A Labour councillor on the City Vision ticket, Leila Boyle, said most of the deferred projects were for essential community infrastructure, particularly in the Avondale and Tamaki communities and areas expected to take population growth.
She said the proposed higher fixed charges would lead to an 8.7 per cent rates increase for low-value properties, 6.5 per cent rates increase for middle value properties and 4.4 per cent for high value properties.
ON HOLD
* Footpath renewal programme: Cut this year's budget of $15.3 million to $7.6 million and pick up the work from next year.
* New Zealand flora and fauna precinct at Auckland Zoo: Defer $16.2 million project by one year.
* Cycleway and walkway improvements: Defer $3 million budget by three years.
* Otahuhu library: Defer $6 million improvements by three years.
* Blockhouse Bay, Waiheke Island, Mt Roskill library improvements: Defer by one year.
* Ponsonby Rd urban square: Defer $2.06 million project by three years.
* Glen Innes town centre upgrade: Defer $5 million stage two by three years.
* Volcanic landscape programme: Defer $2.2 million in spending over two years.
* Blockhouse Bay to Onehunga harbour walkways: Defer by two years.
* Pt Erin pool: Defer $5.4 million redevelopment by two years.
* Lorne St upgrade: Defer $5.2 million stage two by three years.

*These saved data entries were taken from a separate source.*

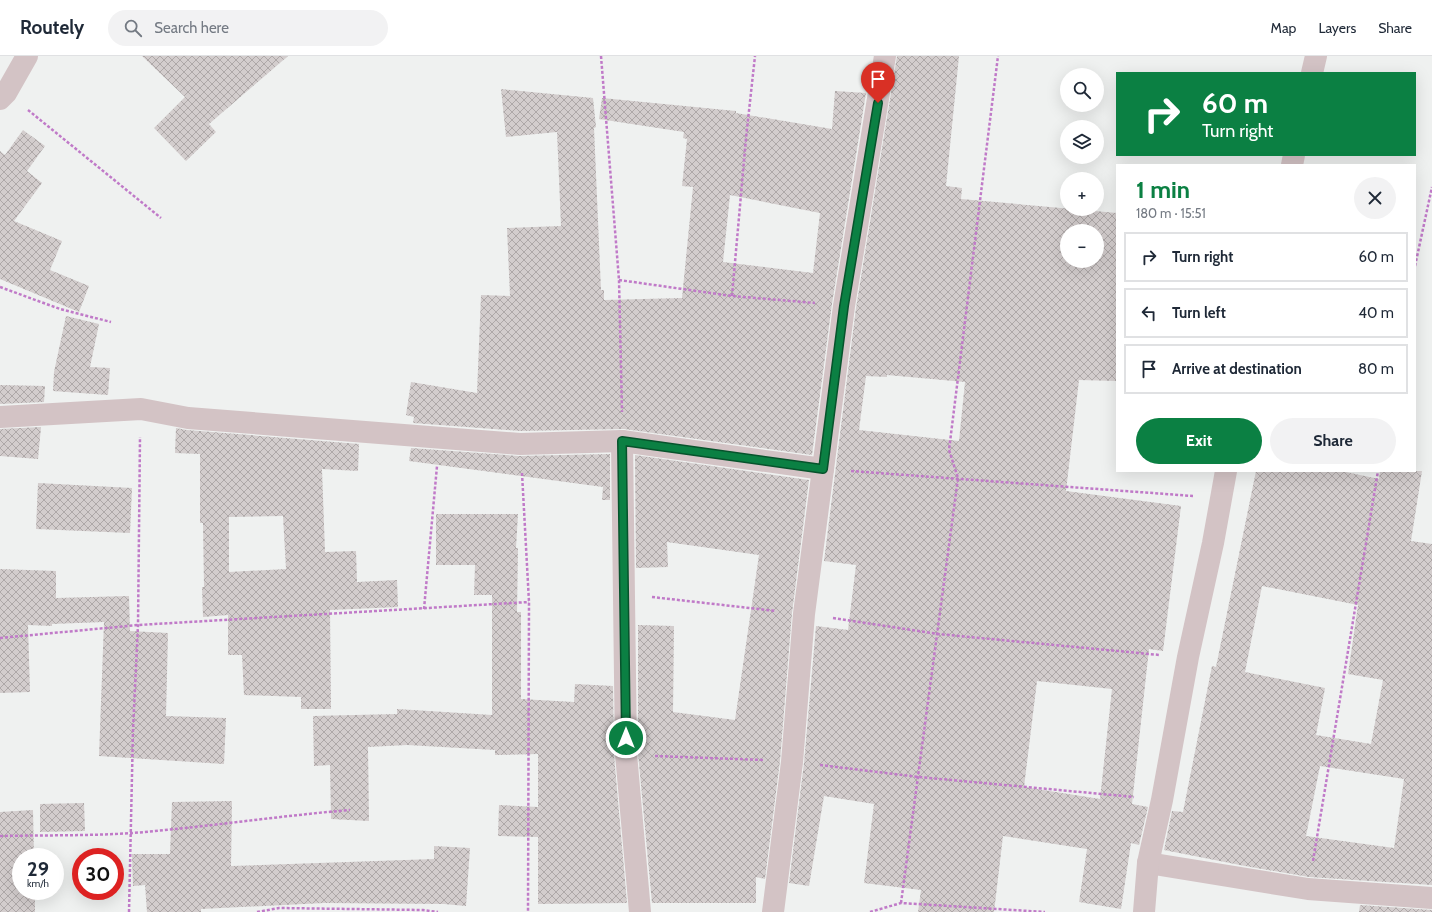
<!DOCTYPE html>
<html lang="en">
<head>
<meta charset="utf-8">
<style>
	:root { --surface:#fff; --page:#f2f2f3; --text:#1f2937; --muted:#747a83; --line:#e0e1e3; --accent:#0b8043 }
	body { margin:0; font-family:Cabin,sans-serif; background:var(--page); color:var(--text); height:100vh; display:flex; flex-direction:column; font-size:15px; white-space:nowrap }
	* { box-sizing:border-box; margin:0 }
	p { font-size:13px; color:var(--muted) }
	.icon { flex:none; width:22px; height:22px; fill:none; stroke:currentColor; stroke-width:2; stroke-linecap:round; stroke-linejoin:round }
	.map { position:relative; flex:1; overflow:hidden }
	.panel { position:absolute; left:1116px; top:108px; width:300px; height:308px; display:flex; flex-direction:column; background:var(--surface); border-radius:0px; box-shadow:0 4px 16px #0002 }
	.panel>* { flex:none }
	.banner { position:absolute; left:1116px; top:16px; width:300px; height:84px; border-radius:0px; box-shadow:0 4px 16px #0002; background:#0b8043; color:#fff; overflow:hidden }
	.controls { position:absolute; left:1060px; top:12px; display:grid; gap:8px }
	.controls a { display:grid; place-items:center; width:44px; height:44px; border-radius:50%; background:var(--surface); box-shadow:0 4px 16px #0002; font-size:20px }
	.speed { position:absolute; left:12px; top:792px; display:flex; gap:8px; font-size:20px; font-weight:700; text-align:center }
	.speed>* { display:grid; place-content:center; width:52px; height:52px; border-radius:50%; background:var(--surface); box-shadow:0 4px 16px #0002; line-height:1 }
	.speed small { font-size:10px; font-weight:400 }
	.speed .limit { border:6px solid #d22; background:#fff; color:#111 }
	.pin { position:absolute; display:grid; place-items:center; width:34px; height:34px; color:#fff; margin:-41px -17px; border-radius:50% 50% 50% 0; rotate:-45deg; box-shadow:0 0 4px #0007 }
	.pin .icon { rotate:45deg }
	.me { position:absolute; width:44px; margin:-22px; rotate:0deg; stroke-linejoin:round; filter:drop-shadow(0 0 3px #0008) }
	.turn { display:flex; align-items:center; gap:14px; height:84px; padding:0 20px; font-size:18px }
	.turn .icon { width:52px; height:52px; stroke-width:2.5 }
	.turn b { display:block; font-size:28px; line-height:34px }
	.round { display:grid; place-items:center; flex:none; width:42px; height:42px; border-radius:21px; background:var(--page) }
	.summary { display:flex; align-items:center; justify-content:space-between; height:68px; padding:0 20px }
	h1 { font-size:24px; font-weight:700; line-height:30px; color:var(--accent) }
	.action { display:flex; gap:8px; margin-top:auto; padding:8px 20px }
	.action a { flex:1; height:46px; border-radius:24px; background:var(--accent); color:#fff; font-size:16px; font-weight:700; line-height:46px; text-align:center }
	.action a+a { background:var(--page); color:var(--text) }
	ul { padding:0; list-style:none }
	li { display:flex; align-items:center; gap:12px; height:50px; margin:0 8px 6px; padding:0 12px; border:2px solid var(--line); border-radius:0px }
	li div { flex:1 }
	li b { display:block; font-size:15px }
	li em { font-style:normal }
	header { display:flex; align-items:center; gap:24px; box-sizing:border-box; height:56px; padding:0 20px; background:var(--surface); border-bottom:1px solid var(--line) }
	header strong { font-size:19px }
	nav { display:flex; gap:22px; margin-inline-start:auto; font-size:14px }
	.search { width:280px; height:36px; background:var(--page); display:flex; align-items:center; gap:10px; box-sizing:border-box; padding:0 14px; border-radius:22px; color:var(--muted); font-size:15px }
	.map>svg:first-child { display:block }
	.building { fill:url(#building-cross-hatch); fill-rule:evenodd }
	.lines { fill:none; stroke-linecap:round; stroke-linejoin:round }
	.path { stroke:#c07ac8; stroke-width:2.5; stroke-dasharray:3 2; stroke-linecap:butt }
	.minor { stroke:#d3c3c5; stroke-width:22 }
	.route-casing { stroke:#07532c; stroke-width:10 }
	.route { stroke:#0b8043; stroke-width:7 }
</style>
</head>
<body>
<header>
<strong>Routely</strong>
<div class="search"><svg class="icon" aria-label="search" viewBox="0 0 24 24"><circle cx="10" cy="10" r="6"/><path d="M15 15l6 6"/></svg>Search here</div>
<nav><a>Map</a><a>Layers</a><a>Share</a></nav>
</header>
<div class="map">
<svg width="1432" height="856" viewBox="0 0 1432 856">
	<defs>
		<pattern id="building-cross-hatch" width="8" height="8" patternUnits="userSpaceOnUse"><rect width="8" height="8" fill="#d3cdcd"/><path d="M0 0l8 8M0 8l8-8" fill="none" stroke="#aea8a8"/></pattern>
	</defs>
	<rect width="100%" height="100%" fill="#eff1f0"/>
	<g class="building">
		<path d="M142,0h146l-79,68 7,8 -30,29 -32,-33 31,-31z"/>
		<path d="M897,0h62l-13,130 16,2 -1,11 156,14v168l-38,-1 -13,111 115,15 -18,145 -14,-2 -17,155 16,3 -9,38 -8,-2 -10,66 -42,-7 8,-53 -84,-13 -9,76h-76l3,-22 -57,-7 10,-79 -50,-8 -15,90 -20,-3 15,-120 12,-137 32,4 8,-65 -32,-4 32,-253zM1067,175h30v30h-30zM887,319l78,7 -6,59 -100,-11 7,-54 21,1zM1037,625l75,8 -12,110 -76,-12z"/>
		<path d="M501,33l92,9 3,29 -2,1 7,162h3v10l78,-2 11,-111 -11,-1 5,-47 -4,-1 1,-6 -85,-13 3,-21 134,13v2l96,16 3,-38 31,2 -34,211 -20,151 -188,-26 -104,2 -107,-8 1,-6 -8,-2 5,-33 66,11 4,-98 29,1 -3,-68 54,-2 -4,-94 -51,5zM730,139l90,18 -7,60 -90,-11z"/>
		<path d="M23,74l22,16 -18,25 15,12 -28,38 48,20 -12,29 39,16 -10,26 -79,-33v-128l5,4z"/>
		<path d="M66,260l33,8 -9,43 20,1 -2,27 -55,-4 1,-19z"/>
		<path d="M0,329l45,1 -1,16 -44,2z"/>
		<path d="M41,371l-3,32 -38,-3v-27z"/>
		<path d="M176,372l11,2 172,14 -1,27 -36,-2 3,83 31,-1 1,31 40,-2 1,27 -68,3 1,99h-30v-12l-57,-2 -2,-40h-14v-40l-25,2 -1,-30h2l-1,-64h-3v-69l-25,-1zM283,460l3,53 -57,3v-55z"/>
		<path d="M411,392l108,8 91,-2v46h-8l1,-13 -194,-26z"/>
		<path d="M635,399l174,25 -17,133 -12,148 -15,118 -9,-2v26h-104l-14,-150v-128l36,1 -1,86 62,8 24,-165 -92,-13 1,25 -32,1z"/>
		<path d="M1256,415h85l38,8 1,-8h42l-11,70 21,3v341l-123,-8 -64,-11 -81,-16 8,-39 11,1 29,-146 4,1zM1262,530l96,19 -10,69 35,6 -12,64 -55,-9 9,-47 -80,-16zM1320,710l84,13 -10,69 -88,-12z"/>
		<path d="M38,427l94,5 -2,45 -94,-4z"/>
		<path d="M436,458h82l-2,34h2l-1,64h4v87l53,3 1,-18 38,2 1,69 13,148 -89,1v-67l-40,-1 1,-31 39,2v-53l-43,1v-5l-88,-5 -39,2 1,74 -38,-2 -1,-54 -16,1 -1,-50 84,-2v-5l95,6v-120h-18l1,-30h-39z"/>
		<path d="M0,513l56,2v27l73,-2 1,35 38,2 -2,83 60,2 -2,46 -125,-8 5,-134 -52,2v2l-24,-1 2,67 -30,1z"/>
		<path d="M232,745l-1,65 203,-7v-13l36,2 -4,58 -22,-2 -120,-1 -123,6v3h-54l-2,-27 -12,1 -1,-32h38l2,-52z"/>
		<path d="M84,747l1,28 -45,1v-28z"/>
		<path d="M33,754l1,47h-13v34h14v21h-35v-100z"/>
		<path d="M1360,849l72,5v2h-73z"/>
	</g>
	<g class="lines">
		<g class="path">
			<path d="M601,0l18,224 3,132"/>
			<path d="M28,54l133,108"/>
			<path d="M1415,210l17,-79"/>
			<path d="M619,224l113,16 83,7"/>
			<path d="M0,231l60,22 51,13"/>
			<path d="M732,240l14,-158 9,-82"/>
			<path d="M851,415l342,25"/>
			<path d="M522,417l7,129 -1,310"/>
			<path d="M652,541l124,14"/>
			<path d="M424,553l13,-143"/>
			<path d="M833,562l105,16 222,21"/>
			<path d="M0,582l138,-13 391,-23"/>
			<path d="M655,700l109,4"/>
			<path d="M820,709l99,12 215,20"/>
			<path d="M0,780c44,-1 89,0 133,-3 73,-6 145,-17 217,-23"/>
			<path d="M1313,805l65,-390"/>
			<path d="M901,847l57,-425 -9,-28 49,-394"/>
			<path d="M129,856l4,-182 5,-105 2,-188"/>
			<path d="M257,856l22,-4 144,2 15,2"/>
			<path d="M870,856l31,-9 144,9"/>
		</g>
		<g class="minor">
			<path d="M1312,17l4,-17"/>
			<path d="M0,43l6,-6 21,-37"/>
			<path d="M1292,109l2,-10"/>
			<path d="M0,361l141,-8 47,9 332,26 102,-3 201,28"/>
			<path d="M622,385l4,313 14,158"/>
			<path d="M1148,807l160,26 124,9"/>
			<path d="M773,856l19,-150 12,-148 19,-145 21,-163 41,-250"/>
			<path d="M1144,856l4,-49 14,-63 26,-143 25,-114 13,-72"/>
		</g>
	</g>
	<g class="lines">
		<defs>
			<path id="route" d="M626,682l-4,-297 201,28 21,-163 34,-203"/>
		</defs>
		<use href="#route" class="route-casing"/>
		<use href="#route" class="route"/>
	</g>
</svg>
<div class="controls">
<a><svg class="icon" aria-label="search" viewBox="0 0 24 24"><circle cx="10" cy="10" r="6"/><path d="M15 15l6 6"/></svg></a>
<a><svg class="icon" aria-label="layers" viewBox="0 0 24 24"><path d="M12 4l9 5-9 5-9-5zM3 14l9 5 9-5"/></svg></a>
<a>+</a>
<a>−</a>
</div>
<div class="speed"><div>29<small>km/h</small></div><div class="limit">30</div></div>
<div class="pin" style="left:878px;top:47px;background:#d93025"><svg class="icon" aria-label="arrive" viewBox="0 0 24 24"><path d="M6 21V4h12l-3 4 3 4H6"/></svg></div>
<svg class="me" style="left:626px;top:682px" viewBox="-20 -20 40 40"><circle r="17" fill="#0b8043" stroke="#fff" stroke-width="3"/><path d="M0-11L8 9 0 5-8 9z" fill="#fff"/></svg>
<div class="banner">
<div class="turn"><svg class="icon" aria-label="right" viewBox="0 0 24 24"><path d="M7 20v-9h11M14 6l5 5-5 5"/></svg><div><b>60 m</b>Turn right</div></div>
</div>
<section class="panel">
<div class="summary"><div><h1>1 min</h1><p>180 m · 15:51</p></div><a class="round"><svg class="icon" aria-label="close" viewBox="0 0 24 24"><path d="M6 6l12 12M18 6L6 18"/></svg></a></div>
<ul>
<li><svg class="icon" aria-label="right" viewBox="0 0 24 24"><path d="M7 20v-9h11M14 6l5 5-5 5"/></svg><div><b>Turn right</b></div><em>60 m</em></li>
<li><svg class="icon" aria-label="left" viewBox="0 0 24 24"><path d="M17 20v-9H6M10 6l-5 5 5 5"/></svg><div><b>Turn left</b></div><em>40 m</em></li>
<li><svg class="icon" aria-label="arrive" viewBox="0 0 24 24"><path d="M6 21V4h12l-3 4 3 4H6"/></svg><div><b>Arrive at destination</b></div><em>80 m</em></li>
</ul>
<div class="action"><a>Exit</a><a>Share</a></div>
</section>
</div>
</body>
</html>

* Pah homestead: Defer restoration by three years, except $1.5 million for essential work.
* Monte Cecilia Park: Defer $1.2 million development by three years.
* Marine event centre: Defer construction of $20 million project by one year.
* Teal park: Defer construction of new $3 million park and beach by three years.
* Harbour Bridge park: Defer $3 million park by three years.